How to remove hundreds of duplicate pages
-
Hi - while i was checking duplicate links, am finding hundreds of duplicates pages :-
-
having undefined after domain name and before sub page url
-
having /%5C%22/ after domain name and before the sub page url
-
Due to Pagination limits
Its a joomla site - http://www.mycarhelpline.com
Any suggestions - shall we use:-
-
301 redirect
-
leave these as standdstill
-
and what to do of pagination pages (shall we create a separate title tag n meta description of every pagination page as unique one)
thanks
-
-
Okay, I took a look at the plugin Ben recommended, and took another look at the SH404SEF one. The free one Ben recommended (http://extensions.joomla.org/extensions/site-management/sef/1063) looks like it can help out with some duplicate content - but what I recommend doing is getting the SH404SEF here http://anything-digital.com/sh404sef/features.html because it allows for setting up canonical tags and also gives you the option to add the rel=next feature to your paginated pages, which is one of your problem areas.
One thing I noticed though is that it specifically states it "automatically adds canonical tags to non-html pages" - so that means it will apply it automatically to Joomla's defaul pdf view, etc. While this is helpful, it may not solve the full issue of your duplicate pages with the undefined and "/%5C%22/" issue.
It does however state that it "removes duplicate URLs" - how it identifies and removes these, I am not sure. You may want to try it out because it is useful for other optimization tasks - or contact the owner for more information.
If the tool doesn't recognize and remove the duplicate pages caused by /undefined/ and "/%5C%22/" then you should disallow crawling of these in your robots.txt file. While you are in your robots.txt file you should remove the /images/ because you want those to be crawled - Joomla adds that in by default.
Because a lot of these pages have already been crawled, you should do a 301 on the duplicate pages to their matching page. This sounds like it will be a long process - this may be aided by the sh404sef plugin - not sure.
I just want to also add that I am in no way affiliated with any of these plugins.
-
The only way to solve the duplication error you are getting is to make the URL's distinct. Googlebot comes to your site and looks at the URL's and if they are not distinct it may not index them very well. I understand your site is showing up fine in the SERP's so this may be one of those items you place on a lower priority until later.

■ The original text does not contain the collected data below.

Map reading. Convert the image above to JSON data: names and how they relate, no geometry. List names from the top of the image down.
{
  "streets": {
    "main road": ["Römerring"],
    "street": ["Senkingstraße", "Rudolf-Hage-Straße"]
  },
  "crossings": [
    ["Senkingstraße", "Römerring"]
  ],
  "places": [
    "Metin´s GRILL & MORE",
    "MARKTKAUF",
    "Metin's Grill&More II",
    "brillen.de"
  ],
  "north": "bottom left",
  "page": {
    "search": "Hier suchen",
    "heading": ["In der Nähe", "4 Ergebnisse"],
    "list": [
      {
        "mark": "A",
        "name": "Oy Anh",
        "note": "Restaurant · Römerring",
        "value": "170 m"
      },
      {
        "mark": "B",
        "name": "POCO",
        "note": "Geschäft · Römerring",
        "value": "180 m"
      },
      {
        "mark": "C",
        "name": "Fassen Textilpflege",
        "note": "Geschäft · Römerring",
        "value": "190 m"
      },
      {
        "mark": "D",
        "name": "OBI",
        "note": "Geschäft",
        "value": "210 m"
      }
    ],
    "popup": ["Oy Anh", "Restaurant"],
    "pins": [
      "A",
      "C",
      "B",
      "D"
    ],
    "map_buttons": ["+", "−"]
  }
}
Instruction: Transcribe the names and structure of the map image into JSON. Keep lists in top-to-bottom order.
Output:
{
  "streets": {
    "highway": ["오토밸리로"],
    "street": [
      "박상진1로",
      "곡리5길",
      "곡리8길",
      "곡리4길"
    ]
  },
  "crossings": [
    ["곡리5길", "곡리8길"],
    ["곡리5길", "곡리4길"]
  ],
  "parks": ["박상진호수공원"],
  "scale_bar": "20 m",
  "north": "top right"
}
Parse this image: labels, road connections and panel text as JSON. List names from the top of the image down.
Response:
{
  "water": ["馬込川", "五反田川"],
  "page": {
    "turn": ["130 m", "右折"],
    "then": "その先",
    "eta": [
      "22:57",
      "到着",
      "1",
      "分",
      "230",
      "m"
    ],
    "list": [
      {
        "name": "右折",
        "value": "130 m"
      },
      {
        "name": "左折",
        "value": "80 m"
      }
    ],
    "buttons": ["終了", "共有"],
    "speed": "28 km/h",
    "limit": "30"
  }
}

I think R.May knows Joomla so I'll refer to him on how to accomplish this but it may be worth it to make the adjustment. You may find the end result of making your page URL more distinct will actually increase your current SERPs. Just a thought.
Other than that. If your site isn't hurting and the only thing you are concerned about is the report in SEOmoz then I would move on and just make a mental note of it for later.
-
Hi ben - changing url is not well required as the site is getting good serp, however - the duplicacy issue to saveguard us from any future issue - is what we seek for
-
Hi - thanks for replying
-
For the dynamic url - Yes - at the initial start - it was missed and as on its not reqd somehow - as the pages are getting indexed well and good in SERP
-
For pagination - Where we needs this is like in our used car section, discount section& news section where multiple pages are created. shall we create separate title & meta description for every pagination page. is it ideally reqd ?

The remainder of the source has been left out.